The partitioning of molecular variance in the total germplasm indicated significant genetic variation both among clusters (23%) and within clusters (77%). Genetic diversity was found to be more within than between clusters. High genetic variance estimates within-groups ranging from 71 to 95% have been reported in earlier studies of African cultivated rice (Ming et al. 2010; Salem and Sallam 2016; Ndjiondjop et al. 2017). Our results provide a global insight into how the germplasm stratification manifests, which revealed an asymmetric division of the collection. Cluster 2, including all O. sativa accessions from Benin as well as the control WAB0006881 showed the highest level of genetic diversity. This result is in close agreement with many other studies, suggesting a significant reduction in genetic diversity in O. glaberrima (Li et al. 2011; Wang et al. 2014). Within cluster 2, the sub-cluster A grouped 20 O. glaberrima accessions together with the six O. sativa accessions. As it sometimes happens that farmers grow both species in the same field, it is possible there was a gene flow between O. sativa and O. glaberrima. Spontaneous interspecific hybridizations is not uncommon in rice fields (Second 1982; Barry et al. 2007; Nuijten et al. 2009). Thereby, the pollen flow is usually from O. sativa to O. glaberrima (Sano 1989). According to Jusu (1999) and Semon et al. (2005), interspecific hybridizations result in new varieties.
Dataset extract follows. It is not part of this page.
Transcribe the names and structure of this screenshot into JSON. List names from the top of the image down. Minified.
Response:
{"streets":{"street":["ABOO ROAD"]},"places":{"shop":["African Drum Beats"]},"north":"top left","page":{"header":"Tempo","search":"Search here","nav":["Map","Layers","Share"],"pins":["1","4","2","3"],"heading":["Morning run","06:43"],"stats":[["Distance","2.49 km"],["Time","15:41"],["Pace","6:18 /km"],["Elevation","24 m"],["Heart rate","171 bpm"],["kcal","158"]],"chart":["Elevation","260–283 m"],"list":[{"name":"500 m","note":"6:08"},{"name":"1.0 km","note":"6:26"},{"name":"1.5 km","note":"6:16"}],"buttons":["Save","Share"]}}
Among all screened rice accessions, 12% were highly resistant and 24% were moderately resistant to blast disease. The other accessions were moderately susceptible or susceptible (29 and 35%, respectively). Results suggest a large genetic variability in blast resistance studied within the germplasm. Accessions showing high blast disease resistance might possess a single resistance gene. Quantitative variability in blast resistance resulting from multiple gene control could be detected within the category of moderately resistant accessions (Vasudevan et al. 2014). Out of 353 tested rice accessions (including the three controls), 50 were moderately resistant in cluster 1, whereas only 15 and 23 moderately resistant were found in cluster 2 and cluster 3, respectively. This suggests a higher level of quantitative resistance within cluster 1 than within the other clusters. It would be interesting to compare field resistance levels with artificial inoculation results using specific Beninese blast isolates. There is also a need to evaluate the yield of the identified resistant material for breeding purposes. Genebanks and breeders will more likely conserve O. glaberrima germplasm when it is high-yielding (Wambugu et al. 2013). The remaining, lower-yielding resistant germplasm can be used by breeders as resistance gene donors.

Diversity in cultivated rice accessions was found to correlate with varying phenotypic blast disease reactions. Based on their AFLP pattern, susceptible and resistant accessions could be distinguished. A number of AFLP markers were significantly associated with blast resistance. These associations were strongest when using CTA22-366 marker. Marker utility for blast resistance screening will be examined through future genetic studies by developing hybrid individuals and backcross populations. This study suggested a total of 13 AFLP markers which have the potential to identify a highly variable germplasm core set that is easier to evaluate and would facilitate the conservation and use in future breeding programs. Particularly, this will help formulate future strategies for improving rice blast resistance. Clustering identified accession groups that are genetically distinct from and that included different levels of blast resistance. Plant genetic diversity information is important pre-breeding information for selecting parents that can be used in intra and inter-crossing to broaden the genetic base of modern rice cultivars (Thakur et al. 2015). The choice of donor parents could be based on the knowledge on the accession’s genetic group. AFLPs was confirmed to be a very useful molecular tool for exploration of relationship of genetic diversity with blast resistance. This new resistant germplasm is an additive value for broadening horizon towards the identification of new blast R genes.